THE PROBLEM -> Copy every line of the data in which the word "BOULEVARD" occurs.

RECORDED DATA ->

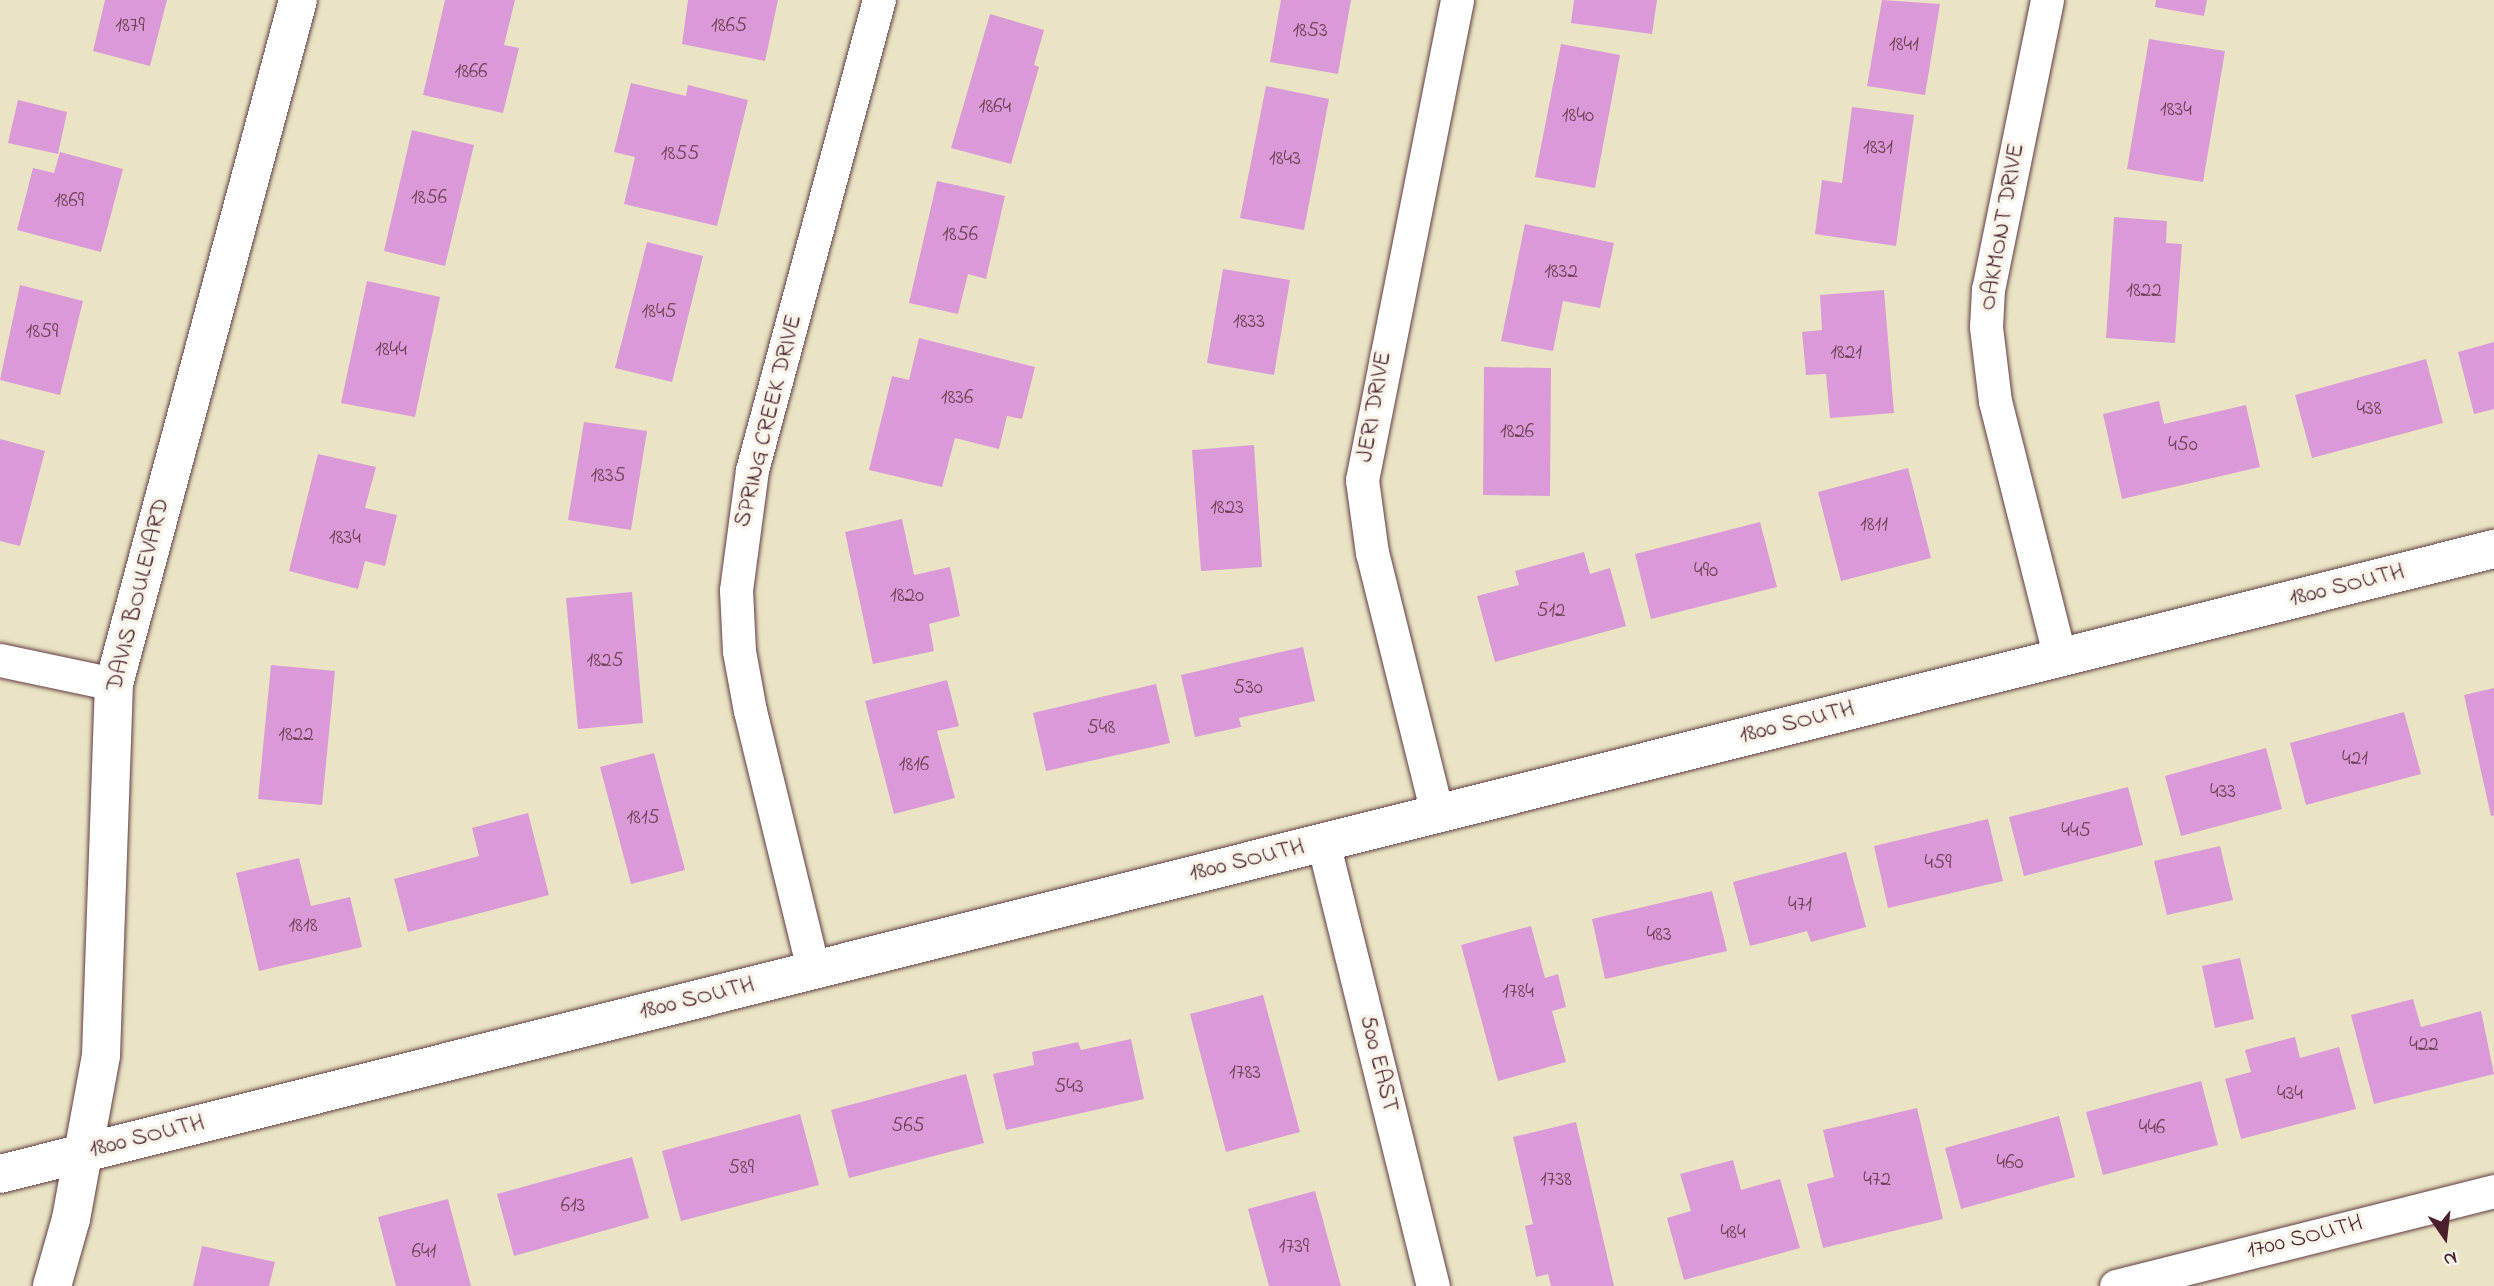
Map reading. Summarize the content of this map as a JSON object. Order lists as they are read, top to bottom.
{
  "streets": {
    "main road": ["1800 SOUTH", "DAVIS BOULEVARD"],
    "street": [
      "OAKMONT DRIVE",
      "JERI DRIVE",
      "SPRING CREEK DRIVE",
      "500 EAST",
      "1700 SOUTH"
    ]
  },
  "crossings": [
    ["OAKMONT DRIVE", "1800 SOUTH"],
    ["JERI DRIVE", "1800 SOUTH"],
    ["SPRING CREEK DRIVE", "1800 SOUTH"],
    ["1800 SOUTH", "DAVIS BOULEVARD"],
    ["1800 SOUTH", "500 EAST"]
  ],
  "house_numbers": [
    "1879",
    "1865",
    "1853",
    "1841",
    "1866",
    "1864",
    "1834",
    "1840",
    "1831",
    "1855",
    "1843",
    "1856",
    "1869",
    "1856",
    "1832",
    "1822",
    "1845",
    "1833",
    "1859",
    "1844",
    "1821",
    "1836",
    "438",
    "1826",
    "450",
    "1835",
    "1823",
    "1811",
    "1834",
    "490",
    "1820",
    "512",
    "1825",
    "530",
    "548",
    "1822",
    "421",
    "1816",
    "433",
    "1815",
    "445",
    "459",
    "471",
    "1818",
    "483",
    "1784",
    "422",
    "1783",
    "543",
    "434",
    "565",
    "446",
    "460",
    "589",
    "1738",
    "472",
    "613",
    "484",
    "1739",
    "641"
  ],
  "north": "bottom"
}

RESULT ->
    "main road": ["1800 SOUTH", "DAVIS BOULEVARD"],
    ["1800 SOUTH", "DAVIS BOULEVARD"],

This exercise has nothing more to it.